War Card Game - Modified for Subtraction PracticeLesson Plans > Mathematics
War Card Game - Modified for Subtraction Practice
"War! What is it good for? Absolutely nothing!" This used to be my sentiment about the card game War. The game goes on for far too long, and can get very tedious the longer it goes. But my son wanted to learn the game, so I taught it, and we played it. We actually played it with half a deck, which made the game much shorter, but I still found myself thinking, "There must be a way to make this game more interesting, or at least shorter." And if I could come up with a variation that accomplished both of those goals, that would be even better.
The Original Rules
Deal all the cards to the players. Each player plays one card. Whoever has the largest card gets to keep all three. If there is a tie, the players involved in the tie lay out some face-down cards (I've played it with either two or three face down), and then one face-up card. Whichever card is highest wins all the cards in that battle. If there is another tie, the process continues.
The game ends when one player has all the cards. That player is the winner.
The Modified Rules
Once the players have identified the highest card, it is compared to the other card(s) which have been played. If the difference between the highest card and another played card is four or more, the lower card is removed from the deck and is not played again in the game. For example, if the cards 8 and 6 are played, the player who played the 8 keeps both cards. But if the cards 8 and 2 are played, the two gets thrown out because 8 - 2 = 6, which is at least four.
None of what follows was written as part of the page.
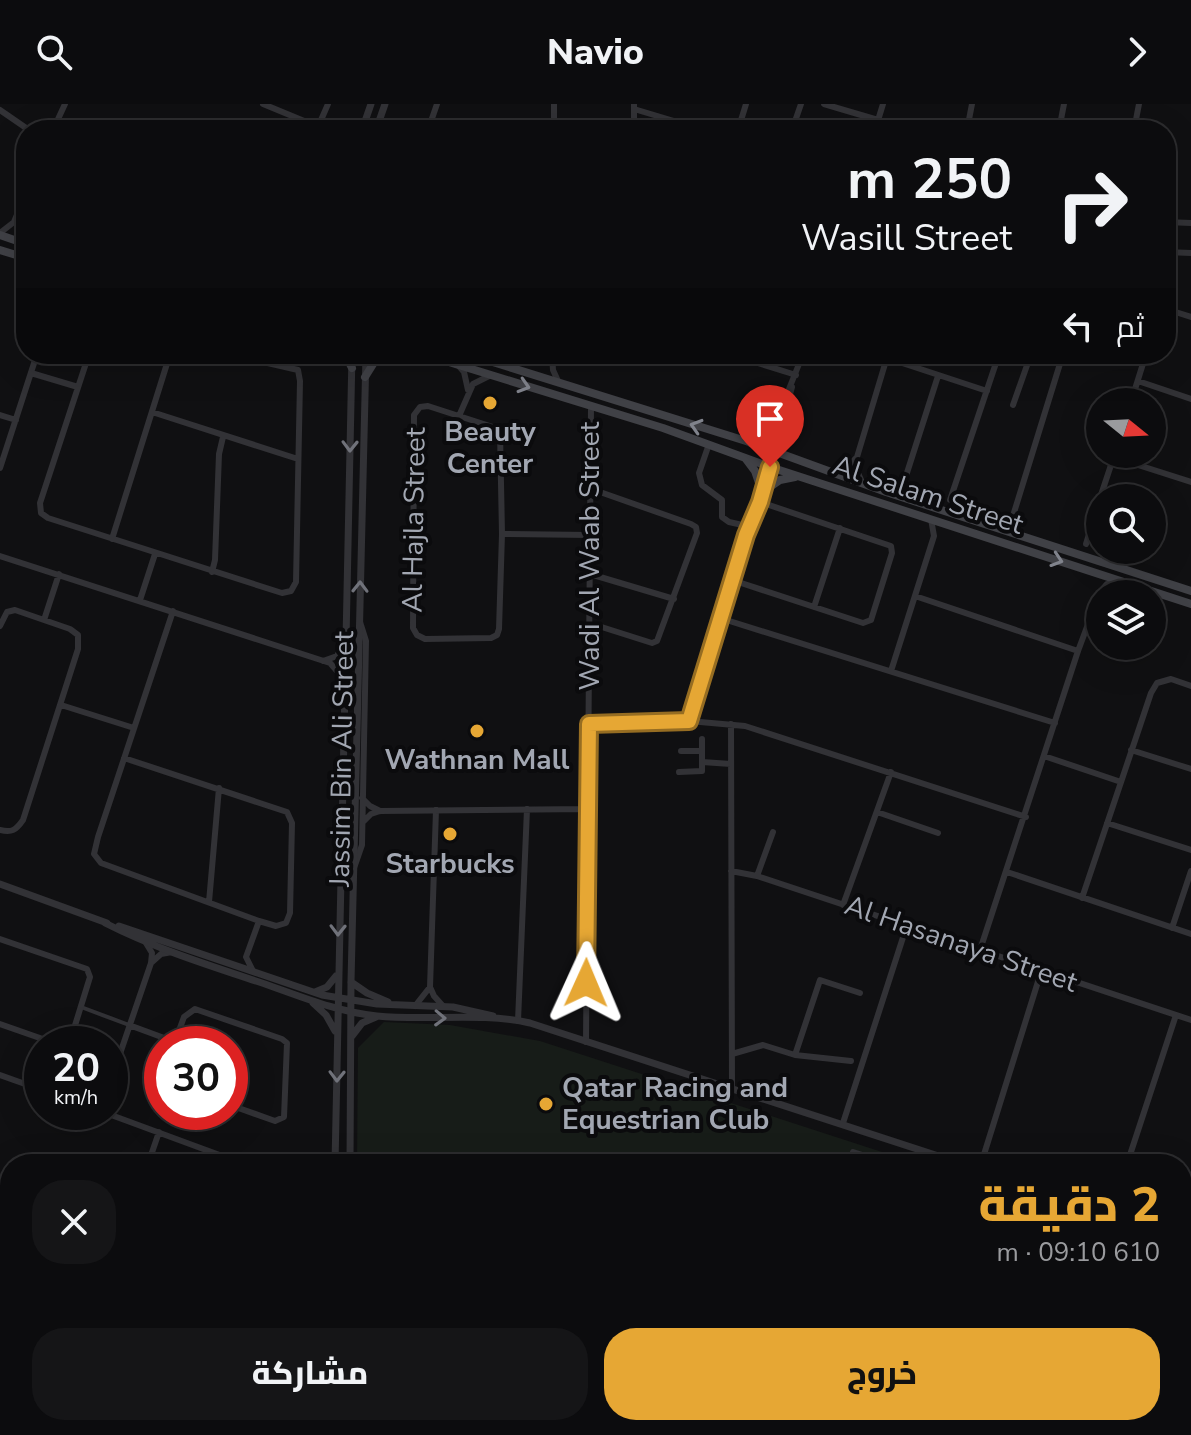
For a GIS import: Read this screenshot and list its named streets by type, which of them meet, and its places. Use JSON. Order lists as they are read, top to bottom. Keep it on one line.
{"streets":{"main road":["Al Salam Street"],"street":["Al Hajla Street","Wadi Al Waab Street","Jassim Bin Ali Street","Al Hasanaya Street"]},"crossings":[["Al Salam Street","Wadi Al Waab Street"]],"places":["Beauty Center","Wathnan Mall","Starbucks","Qatar Racing and Equestrian Club"],"north":"right","page":{"header":"Navio","turn":["250 m","Wasill Street"],"then":"ثم","speed":"20 km/h","limit":"30","heading":["2 دقيقة","610 m · 09:10"],"buttons":["خروج","مشاركة"]}}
This is a fun way for young players to practice their subtraction facts. In addition, since cards are regularly being removed from the deck, the game can be significantly shortened. It would be possible to vary the game even more, by saying that the difference has to be at least 5, or at least 3. The length of the game is affected accord to how frequently cards get removed from the game.
Other ways of changing the game include: playing with a full deck, a half deck, or with all the face cards removed. Removing the face cards avoids having to deal with larger numbers, and remembering which face card represents which number.
After playing the game this way once, my son announced, "I want to play it again - the NEW way!"
He beat me twice, had a lot of fun in the process, and worked on his subtraction skills at the same time.